A resonant half-wave dipole is typically fed with coaxial feedline and tuned to a specific area of a band. Its planned use is generally within that band, although it may be useful on other bands (near odd-harmonics) where feedpoint impedance reasonably matches the coaxial feedline. The well-known length formula is L (feet) = 468/Frequency (MHz). This formula is an approximation. Antenna height, leg angles, insulation, wire diameter, and surroundings affect a dipole's resonant frequency and impedance. It is better to initially make the antenna a few percent longer than calculated and trim it back to size (higher in frequency), although dangling pigtails will work to slightly lengthen an antenna (reduce frequency) without adverse electrical or mechanical affects.
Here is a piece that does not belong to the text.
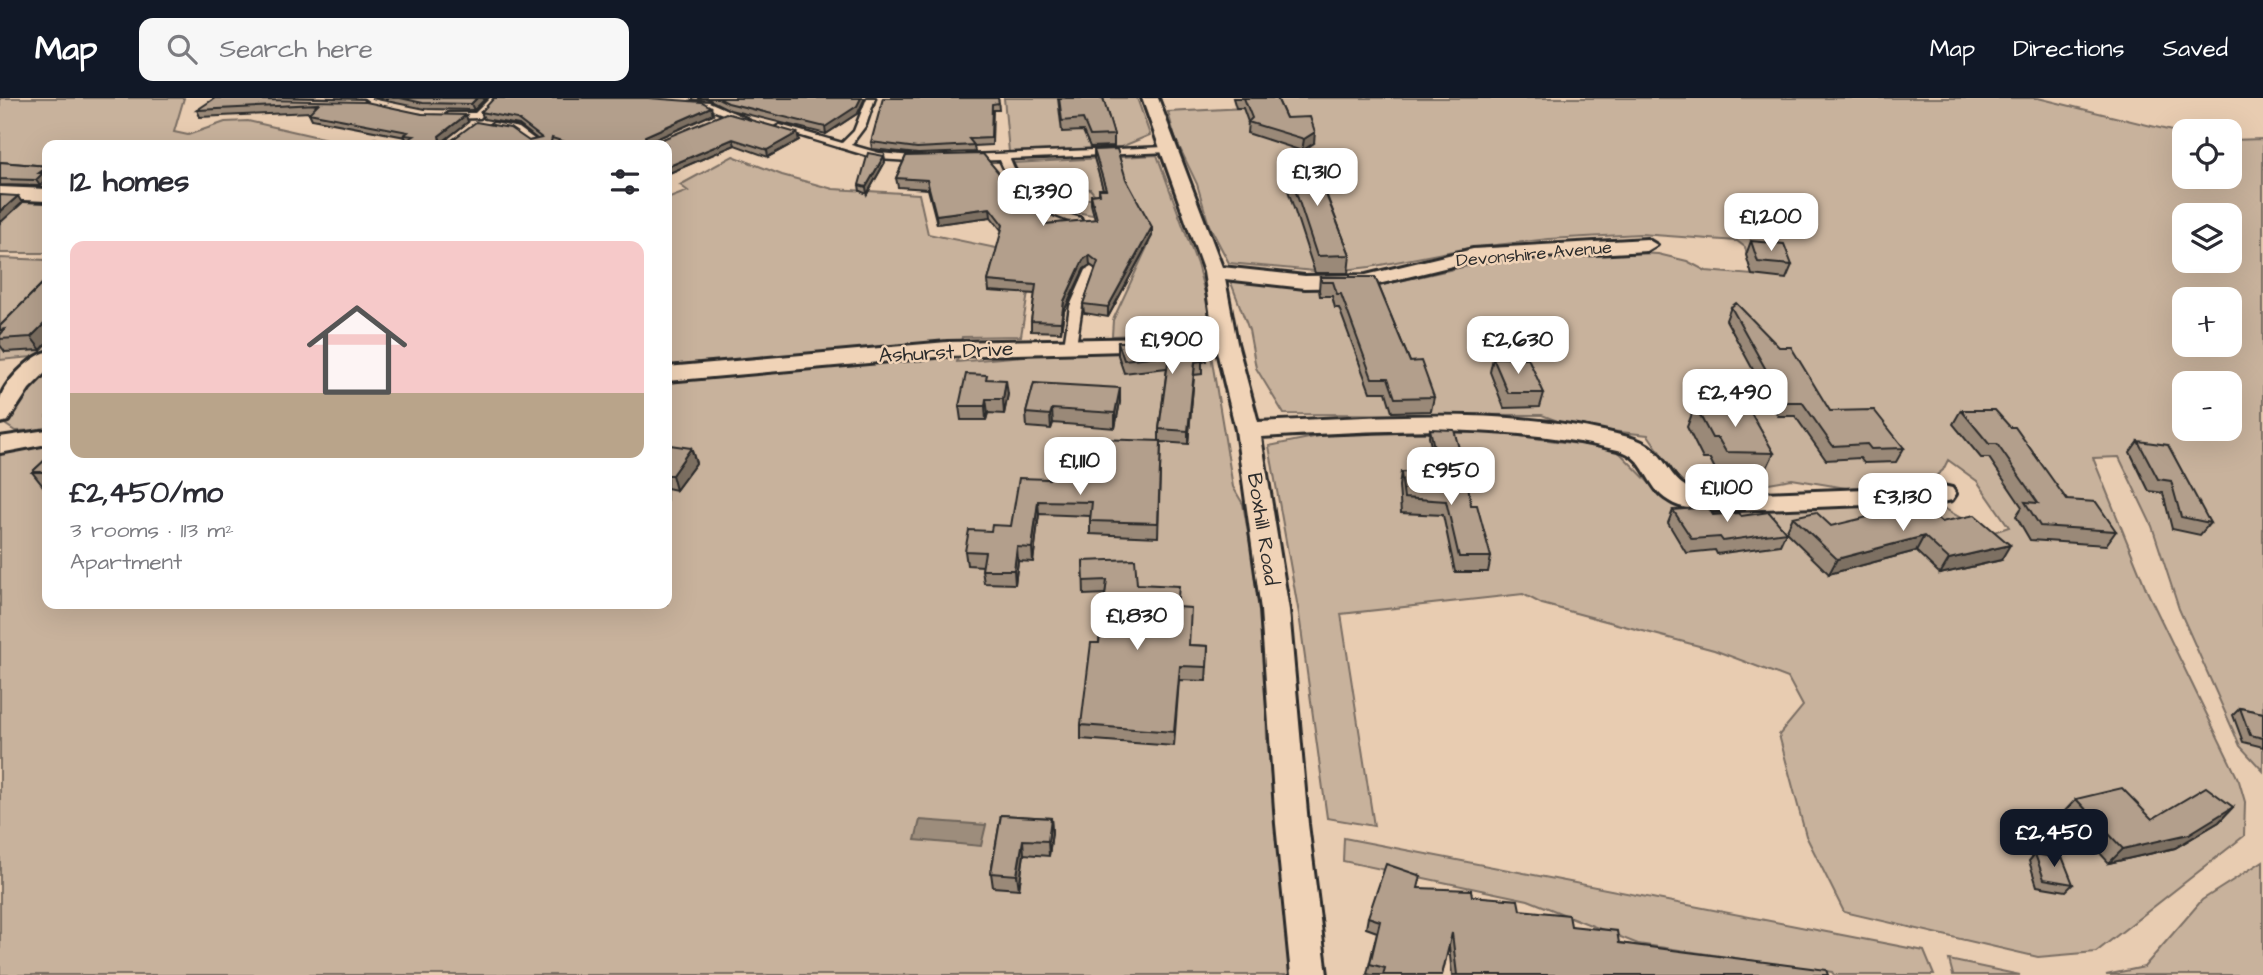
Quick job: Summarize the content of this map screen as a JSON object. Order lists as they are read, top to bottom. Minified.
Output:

A popular misconception is because the dipole is resonant, or because the dipole feedline is small in diameter, a balun is not helpful. There are also questionable claims that "feedline radiation is good", or pattern change without a balun is insignificant. Many of these claims contradict each other. If one is true, the other claim argues against it. That is what happens when we justify a questionable practice.
Indeed there are cases where a balun is not needed at the balanced to unbalanced transition between coax and dipole, but they are very specific cases where the feedline is suspended in air from the center of the antenna straight away from the feedpoint, and is grounded ¼ wavelength away from the feedpoint.
Omitting the balun in other cases will often cause feedline length to affect SWR, increased noise in the receiver, increased RFI, or any combination of these ill effects. In unlucky cases with higher Amateur power levels permitted, omission of a balun can cause coaxial shield or connector arcing to tower legs or other metallic objects.
The best balun for this application is a 1:1 ratio current balun.